YOUR ASSIGNMENT – Find every line in the records below that contains the word "this", and copy each such line.

RECORDS TO USE –
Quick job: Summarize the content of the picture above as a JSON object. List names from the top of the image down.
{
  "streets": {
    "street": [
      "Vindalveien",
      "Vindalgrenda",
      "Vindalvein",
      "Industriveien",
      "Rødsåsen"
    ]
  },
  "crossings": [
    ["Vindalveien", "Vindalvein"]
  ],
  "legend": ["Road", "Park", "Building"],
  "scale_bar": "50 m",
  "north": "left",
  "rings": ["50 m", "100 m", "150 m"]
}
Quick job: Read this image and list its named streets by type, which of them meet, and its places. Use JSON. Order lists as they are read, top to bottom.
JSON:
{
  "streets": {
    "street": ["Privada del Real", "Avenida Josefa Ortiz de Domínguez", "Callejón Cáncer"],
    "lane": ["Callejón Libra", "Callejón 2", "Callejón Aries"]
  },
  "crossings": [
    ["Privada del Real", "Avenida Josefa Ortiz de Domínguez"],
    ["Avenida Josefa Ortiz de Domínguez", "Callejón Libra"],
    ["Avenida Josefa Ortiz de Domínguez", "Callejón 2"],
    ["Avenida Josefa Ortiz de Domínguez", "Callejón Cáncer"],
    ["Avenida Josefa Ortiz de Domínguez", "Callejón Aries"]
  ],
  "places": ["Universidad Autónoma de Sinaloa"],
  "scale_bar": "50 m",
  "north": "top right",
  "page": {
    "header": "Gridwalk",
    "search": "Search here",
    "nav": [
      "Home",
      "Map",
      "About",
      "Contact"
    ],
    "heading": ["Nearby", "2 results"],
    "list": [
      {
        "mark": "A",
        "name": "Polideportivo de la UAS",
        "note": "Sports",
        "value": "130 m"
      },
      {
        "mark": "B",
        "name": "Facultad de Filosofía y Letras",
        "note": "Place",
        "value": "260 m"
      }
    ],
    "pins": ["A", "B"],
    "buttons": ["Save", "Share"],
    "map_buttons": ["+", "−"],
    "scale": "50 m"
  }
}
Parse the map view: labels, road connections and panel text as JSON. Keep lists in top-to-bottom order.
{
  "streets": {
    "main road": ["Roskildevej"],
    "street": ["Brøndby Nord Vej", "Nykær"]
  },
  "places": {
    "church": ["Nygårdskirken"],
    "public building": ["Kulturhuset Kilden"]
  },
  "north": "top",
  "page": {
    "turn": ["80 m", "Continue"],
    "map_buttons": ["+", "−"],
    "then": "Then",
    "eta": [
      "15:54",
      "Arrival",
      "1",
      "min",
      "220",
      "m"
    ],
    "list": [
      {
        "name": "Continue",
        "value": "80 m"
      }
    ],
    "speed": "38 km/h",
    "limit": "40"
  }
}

--

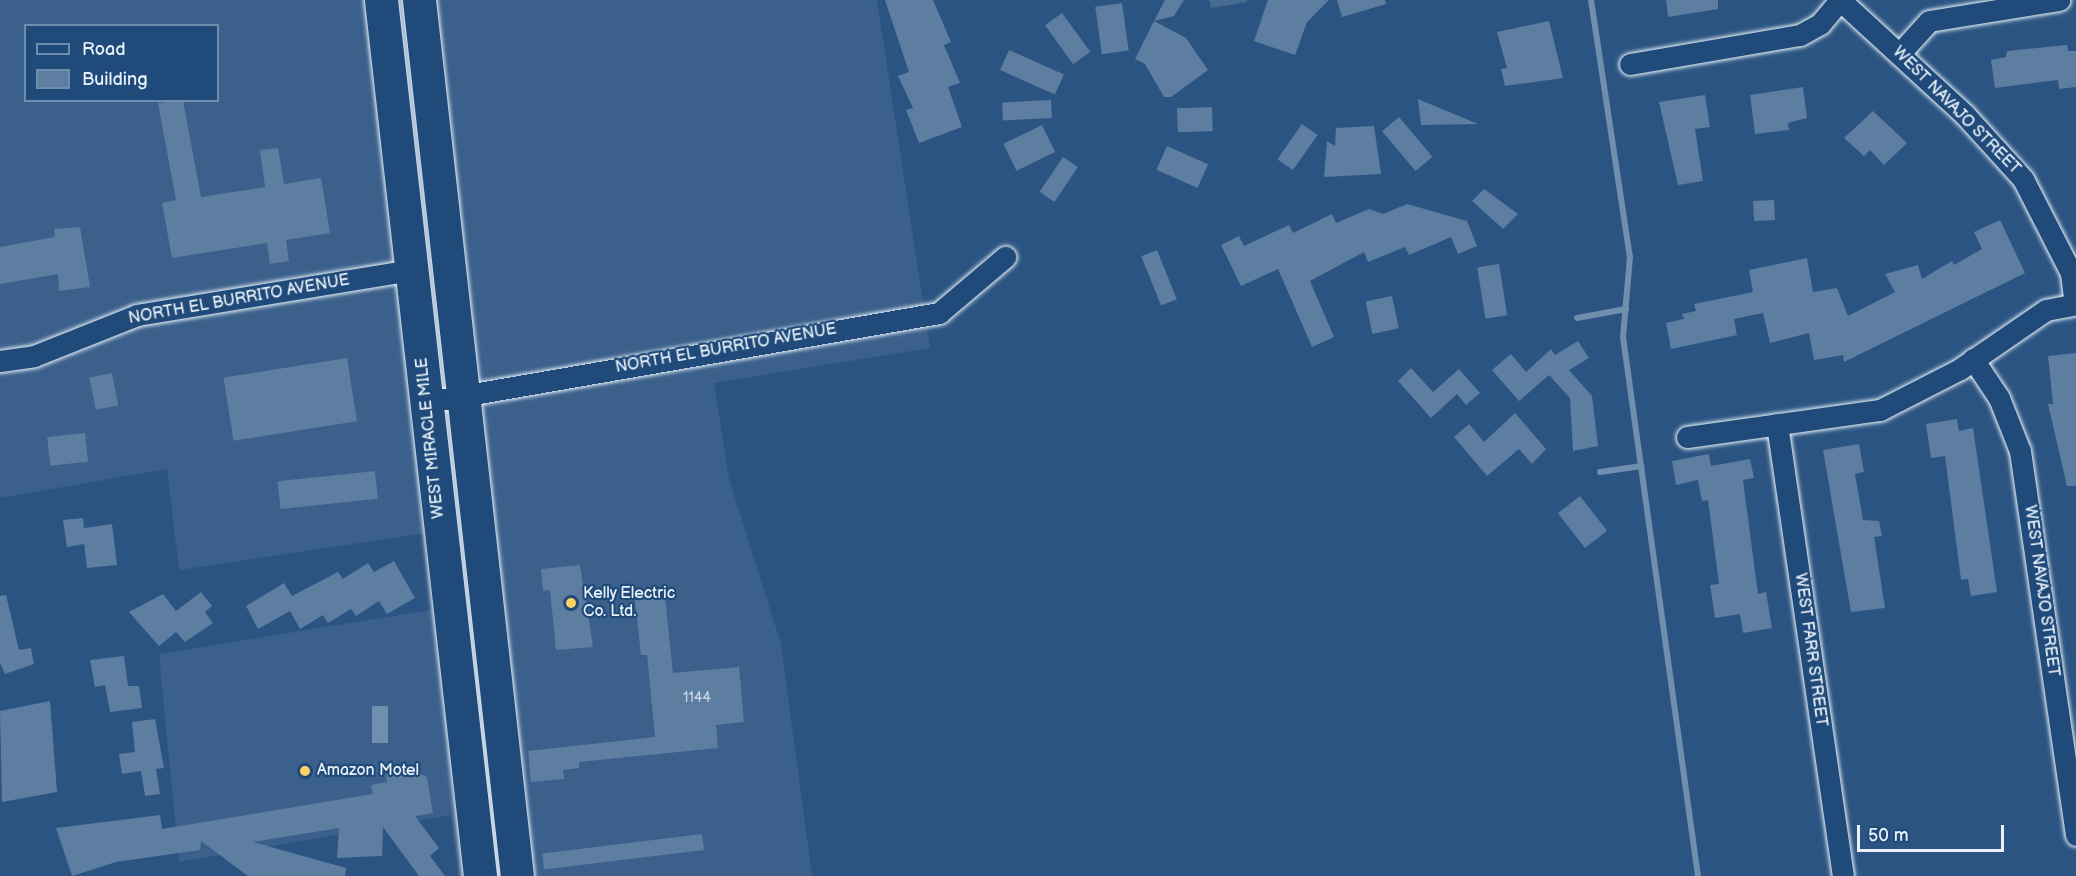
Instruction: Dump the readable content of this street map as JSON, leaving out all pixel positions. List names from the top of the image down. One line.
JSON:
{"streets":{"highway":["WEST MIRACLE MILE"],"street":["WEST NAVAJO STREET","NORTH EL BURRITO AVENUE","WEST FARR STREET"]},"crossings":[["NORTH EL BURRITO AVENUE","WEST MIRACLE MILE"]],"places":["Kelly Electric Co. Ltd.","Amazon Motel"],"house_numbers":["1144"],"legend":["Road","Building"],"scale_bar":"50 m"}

RESULT OF THE EXERCISE –
Quick job: Read this image and list its named streets by type, which of them meet, and its places. Use JSON. Order lists as they are read, top to bottom.
Instruction: Dump the readable content of this street map as JSON, leaving out all pixel positions. List names from the top of the image down. One line.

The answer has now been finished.